ソノダマリ(マンションポエム国際比較調査員)
LodhaやGodrejの高級住宅広告を見比べていると、先に目に入るのは塔の高さではない。クリーム色の余白、金に寄せたセリフ体、夕景のアラビア海、ガラスに室内灯だけが映るリビング、車寄せの床に走る大理石の目地。人物はいても家族写真ではなく、背中を向けた男女が窓辺に小さく置かれる。その配置が示すのは生活の豊かさより、雑踏から切り離された側の視点だ。ムンバイの高級住宅広告は、住戸ではなく入場資格を売っている。
たとえばAltamount Road や Malabar Hill の物件では、住所が地図情報としてではなく選別語として働く。平方フィートや設備仕様の前に、one residence per floor、private lobby、limited residences が来る。戸数の少なさは静けさの説明ではない。誰と同じ廊下を使わずに済むかという約束である。海が見えることより、見える海を共有する相手が少ないことに値札が付く。ここで売られているのは眺望ではなく、近隣住民の希少性だ。
“Billionaires’ Row” “private members’ club” “curated experiences” “Jahaan Khushiyan Badi Hoti Hai”

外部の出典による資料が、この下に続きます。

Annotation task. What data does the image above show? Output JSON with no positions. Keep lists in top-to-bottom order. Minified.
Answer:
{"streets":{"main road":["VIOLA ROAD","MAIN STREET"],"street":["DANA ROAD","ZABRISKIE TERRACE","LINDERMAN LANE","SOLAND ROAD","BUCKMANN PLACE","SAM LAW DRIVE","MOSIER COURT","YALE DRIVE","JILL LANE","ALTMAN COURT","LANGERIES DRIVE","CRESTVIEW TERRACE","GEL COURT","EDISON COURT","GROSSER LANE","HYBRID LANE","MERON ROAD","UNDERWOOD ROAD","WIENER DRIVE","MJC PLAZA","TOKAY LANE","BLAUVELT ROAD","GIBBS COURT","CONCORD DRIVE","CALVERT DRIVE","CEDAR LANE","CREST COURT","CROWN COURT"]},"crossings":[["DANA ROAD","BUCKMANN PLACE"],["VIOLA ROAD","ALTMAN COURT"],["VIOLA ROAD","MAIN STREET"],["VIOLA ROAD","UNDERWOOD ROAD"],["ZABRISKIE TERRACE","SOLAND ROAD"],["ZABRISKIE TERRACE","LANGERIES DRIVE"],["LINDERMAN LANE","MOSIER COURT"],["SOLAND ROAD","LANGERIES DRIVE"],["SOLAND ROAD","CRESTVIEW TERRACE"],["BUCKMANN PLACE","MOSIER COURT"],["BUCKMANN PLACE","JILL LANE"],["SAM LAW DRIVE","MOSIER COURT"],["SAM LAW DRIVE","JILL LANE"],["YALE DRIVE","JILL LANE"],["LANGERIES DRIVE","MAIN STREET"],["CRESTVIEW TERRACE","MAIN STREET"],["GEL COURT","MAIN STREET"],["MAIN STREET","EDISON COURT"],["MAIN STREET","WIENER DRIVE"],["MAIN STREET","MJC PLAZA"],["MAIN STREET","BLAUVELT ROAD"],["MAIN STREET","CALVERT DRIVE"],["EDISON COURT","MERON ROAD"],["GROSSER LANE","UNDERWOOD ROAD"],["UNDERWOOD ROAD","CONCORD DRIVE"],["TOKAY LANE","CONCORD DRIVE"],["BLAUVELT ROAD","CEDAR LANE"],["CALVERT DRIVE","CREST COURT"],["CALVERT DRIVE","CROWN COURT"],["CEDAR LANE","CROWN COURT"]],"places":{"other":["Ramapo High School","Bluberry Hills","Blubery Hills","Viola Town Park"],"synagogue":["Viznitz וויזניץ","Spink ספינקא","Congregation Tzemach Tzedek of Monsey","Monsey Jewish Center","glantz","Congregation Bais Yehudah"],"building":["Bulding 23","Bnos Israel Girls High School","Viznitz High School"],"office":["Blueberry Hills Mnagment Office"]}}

この並びはきれいに二分できない。英語だけでも十分に情緒的だし、ヒンディー語にも階層の匂いはある。ただ、この広告群では役割の偏りがはっきりしている。英語は会員制クラブ、コンシェルジュ、シグネチャーアドレスといった閉じた内部規則を運び、ヒンディー語は購入の正しさではなく、家族がそこにいてよいという気分を添える。だから切り替えの位置が重要になる。価格や立地の説明は英語で進み、最後の一押しだけ柔らかい母語に替わる。広告はそこで急に親密になるが、扉の鍵は英語の側に残ったままだ。
この都市でその仕掛けが効くのは、海沿いの土地が少なく、渋滞が長く、旧来の上流住所がいまも通貨として流通しているからだ。Worli、Malabar、Altamount。地名を読むだけで、移動時間と学校区と社交圏がまとめて立ち上がる。他都市のタワー広告にも似た言葉はあるが、ムンバイでは海風までが選別の道具になる。窓の外に置かれたクイーンズ・ネックレスの弧、車寄せに立つターバン姿のドアマン、ロビーの真鍮の手すり。あの広告が最後に見せたいのは空ではない。住所を口にした瞬間に通じる合図である。